How the study was conducted
Pain, Depression, Disability and Rehabilitation Outcomes
was written by Sullivan, Maureen Simmonds of McGill’s School of Occupational Physical Therapy, and Ana Velly from McGill’s Community Epidemiology and Biostatistics department. The researchers took a sample of 225 individuals with musculoskeletal injuries and checked them for depression at the beginning of treatment, mid-treatment and at discharge over a four- to seven-week rehab period, as well as follow-up interviews by phone.
In addition to the link between depression and rehabilitation outcomes, the research team found – referencing other studies — the link between injuries and costs to businesses.
“Persistent musculoskeletal pain is currently the most expensive non-malignant health condition affecting the North American working-age population,” they say. “In 1998, the cost of lost production due to disability associated with musculoskeletal disorders in Canada was estimated to be in excess of $12 billion.”

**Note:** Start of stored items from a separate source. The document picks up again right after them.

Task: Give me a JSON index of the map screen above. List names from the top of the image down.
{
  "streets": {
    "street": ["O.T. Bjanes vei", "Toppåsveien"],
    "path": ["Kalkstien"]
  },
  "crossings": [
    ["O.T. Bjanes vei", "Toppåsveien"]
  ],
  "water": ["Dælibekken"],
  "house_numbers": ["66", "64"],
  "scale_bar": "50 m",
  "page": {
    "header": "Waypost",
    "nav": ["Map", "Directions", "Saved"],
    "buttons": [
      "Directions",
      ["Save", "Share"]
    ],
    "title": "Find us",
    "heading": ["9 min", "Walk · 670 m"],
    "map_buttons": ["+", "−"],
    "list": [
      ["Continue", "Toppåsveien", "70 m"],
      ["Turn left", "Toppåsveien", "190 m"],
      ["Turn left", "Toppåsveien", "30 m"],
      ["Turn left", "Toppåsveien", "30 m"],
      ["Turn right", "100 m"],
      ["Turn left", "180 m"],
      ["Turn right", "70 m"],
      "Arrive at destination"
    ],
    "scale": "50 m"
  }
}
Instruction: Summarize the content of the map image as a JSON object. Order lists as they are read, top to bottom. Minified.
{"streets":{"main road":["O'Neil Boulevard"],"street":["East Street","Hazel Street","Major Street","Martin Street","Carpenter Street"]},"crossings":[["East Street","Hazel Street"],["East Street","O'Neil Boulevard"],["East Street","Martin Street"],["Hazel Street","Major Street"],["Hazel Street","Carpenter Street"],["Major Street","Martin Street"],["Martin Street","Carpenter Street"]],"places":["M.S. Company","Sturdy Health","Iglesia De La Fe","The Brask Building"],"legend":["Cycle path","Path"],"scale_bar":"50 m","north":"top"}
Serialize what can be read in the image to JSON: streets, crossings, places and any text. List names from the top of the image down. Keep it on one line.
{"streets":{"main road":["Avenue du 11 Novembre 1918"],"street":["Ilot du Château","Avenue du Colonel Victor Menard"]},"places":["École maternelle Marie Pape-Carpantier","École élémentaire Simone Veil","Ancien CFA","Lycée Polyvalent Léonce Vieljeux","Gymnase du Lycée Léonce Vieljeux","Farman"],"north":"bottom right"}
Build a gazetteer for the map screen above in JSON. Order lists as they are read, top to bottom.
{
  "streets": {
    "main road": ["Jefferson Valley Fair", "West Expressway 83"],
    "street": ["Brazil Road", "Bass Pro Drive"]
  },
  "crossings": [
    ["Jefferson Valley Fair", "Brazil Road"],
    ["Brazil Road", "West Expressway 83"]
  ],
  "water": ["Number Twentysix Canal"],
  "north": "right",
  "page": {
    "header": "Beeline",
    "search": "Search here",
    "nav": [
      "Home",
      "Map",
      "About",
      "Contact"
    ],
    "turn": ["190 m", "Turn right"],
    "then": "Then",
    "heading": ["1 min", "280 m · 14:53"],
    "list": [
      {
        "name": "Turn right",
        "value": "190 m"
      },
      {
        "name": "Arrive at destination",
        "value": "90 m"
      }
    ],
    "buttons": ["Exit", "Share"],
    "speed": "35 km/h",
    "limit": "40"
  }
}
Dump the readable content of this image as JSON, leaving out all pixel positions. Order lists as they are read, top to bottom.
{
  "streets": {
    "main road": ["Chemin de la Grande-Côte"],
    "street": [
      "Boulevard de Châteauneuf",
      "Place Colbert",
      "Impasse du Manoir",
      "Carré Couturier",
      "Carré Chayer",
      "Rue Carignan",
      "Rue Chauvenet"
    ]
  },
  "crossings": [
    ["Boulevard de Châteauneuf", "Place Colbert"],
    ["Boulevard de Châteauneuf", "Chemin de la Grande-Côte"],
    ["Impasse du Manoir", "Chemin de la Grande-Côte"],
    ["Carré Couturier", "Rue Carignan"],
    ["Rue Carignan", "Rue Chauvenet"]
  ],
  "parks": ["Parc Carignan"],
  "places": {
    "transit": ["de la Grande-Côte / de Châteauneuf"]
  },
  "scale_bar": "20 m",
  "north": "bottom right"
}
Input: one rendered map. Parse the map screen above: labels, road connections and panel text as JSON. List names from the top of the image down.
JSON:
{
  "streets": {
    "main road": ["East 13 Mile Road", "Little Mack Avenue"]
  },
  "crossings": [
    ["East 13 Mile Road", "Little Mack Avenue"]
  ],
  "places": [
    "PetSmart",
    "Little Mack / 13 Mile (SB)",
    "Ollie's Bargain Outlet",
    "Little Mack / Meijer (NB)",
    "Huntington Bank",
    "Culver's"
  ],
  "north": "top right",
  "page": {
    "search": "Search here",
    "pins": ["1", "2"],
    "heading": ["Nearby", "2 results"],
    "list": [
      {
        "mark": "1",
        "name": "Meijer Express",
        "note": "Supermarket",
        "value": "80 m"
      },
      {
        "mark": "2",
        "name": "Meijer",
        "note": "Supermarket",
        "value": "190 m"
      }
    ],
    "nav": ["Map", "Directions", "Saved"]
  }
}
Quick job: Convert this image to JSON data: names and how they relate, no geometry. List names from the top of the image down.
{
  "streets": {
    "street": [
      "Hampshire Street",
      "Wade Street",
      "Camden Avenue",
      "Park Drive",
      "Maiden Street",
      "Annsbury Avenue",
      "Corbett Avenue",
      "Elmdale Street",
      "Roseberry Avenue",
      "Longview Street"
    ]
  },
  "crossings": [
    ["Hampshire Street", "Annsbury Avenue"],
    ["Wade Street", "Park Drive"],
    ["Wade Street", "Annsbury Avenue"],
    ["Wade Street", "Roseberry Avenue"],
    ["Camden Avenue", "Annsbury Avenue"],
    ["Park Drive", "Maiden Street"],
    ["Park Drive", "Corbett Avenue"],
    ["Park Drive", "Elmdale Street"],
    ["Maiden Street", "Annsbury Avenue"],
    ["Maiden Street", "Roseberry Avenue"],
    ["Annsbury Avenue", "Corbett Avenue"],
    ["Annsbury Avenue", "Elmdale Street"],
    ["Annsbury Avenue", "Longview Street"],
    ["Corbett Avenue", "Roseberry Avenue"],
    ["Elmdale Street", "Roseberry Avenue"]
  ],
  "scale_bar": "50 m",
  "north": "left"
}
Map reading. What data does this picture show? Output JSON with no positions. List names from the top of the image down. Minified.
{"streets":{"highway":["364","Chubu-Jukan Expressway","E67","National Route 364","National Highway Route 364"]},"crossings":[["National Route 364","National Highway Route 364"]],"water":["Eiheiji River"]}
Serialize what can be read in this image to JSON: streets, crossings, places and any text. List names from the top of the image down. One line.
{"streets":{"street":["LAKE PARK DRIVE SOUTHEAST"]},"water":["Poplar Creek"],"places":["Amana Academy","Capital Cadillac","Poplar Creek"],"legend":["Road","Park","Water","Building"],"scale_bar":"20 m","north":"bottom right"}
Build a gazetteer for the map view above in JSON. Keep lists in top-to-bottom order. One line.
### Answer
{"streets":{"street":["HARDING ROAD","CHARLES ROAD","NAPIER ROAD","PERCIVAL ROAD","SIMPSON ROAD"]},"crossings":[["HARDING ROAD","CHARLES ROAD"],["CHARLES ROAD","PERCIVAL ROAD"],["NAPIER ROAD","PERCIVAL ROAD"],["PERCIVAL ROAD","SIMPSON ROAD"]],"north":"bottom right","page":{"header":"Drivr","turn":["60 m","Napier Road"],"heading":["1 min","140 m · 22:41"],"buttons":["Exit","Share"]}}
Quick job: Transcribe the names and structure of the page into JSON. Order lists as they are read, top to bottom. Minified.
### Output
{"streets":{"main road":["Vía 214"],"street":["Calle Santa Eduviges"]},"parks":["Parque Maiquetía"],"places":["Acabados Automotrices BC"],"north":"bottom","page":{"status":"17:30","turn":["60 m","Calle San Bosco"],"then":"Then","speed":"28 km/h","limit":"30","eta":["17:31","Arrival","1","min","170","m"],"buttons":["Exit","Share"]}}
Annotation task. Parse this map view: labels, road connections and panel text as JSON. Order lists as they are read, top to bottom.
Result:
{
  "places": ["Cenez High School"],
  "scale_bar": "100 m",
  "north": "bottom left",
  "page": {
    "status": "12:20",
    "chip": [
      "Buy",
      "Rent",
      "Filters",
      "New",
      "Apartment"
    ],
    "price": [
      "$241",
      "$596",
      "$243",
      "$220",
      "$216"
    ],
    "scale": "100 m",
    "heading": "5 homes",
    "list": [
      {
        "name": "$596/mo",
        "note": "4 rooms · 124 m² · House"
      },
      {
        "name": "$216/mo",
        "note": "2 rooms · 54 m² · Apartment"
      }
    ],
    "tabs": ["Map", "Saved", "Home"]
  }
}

They point out that they are not the first team to draw the line between depression and rehab. “Surveys indicate that approximately 20 per cent to 50 per cent of individuals with musculoskeletal conditions show evidence of elevated depressive symptoms. Individuals with pain-related musculoskeletal conditions with elevated depressive symptoms have sick-leave duration that is twice as long as individuals with musculoskeletal conditions who do not have depressive symptoms. Depressive symptoms in individuals with musculoskeletal conditions have also been associated with longer duration of wage replacement benefits following work injury or surgical intervention.”
But the McGill team isn’t covering old ground.
“To date, the relation between depressive symptoms and rehabilitation outcome has been studied only in individuals whose musculoskeletal condition has already become chronic. Little is currently known about the relation between depressive symptoms and rehabilitation outcomes for individuals with acute or sub-acute musculoskeletal conditions.”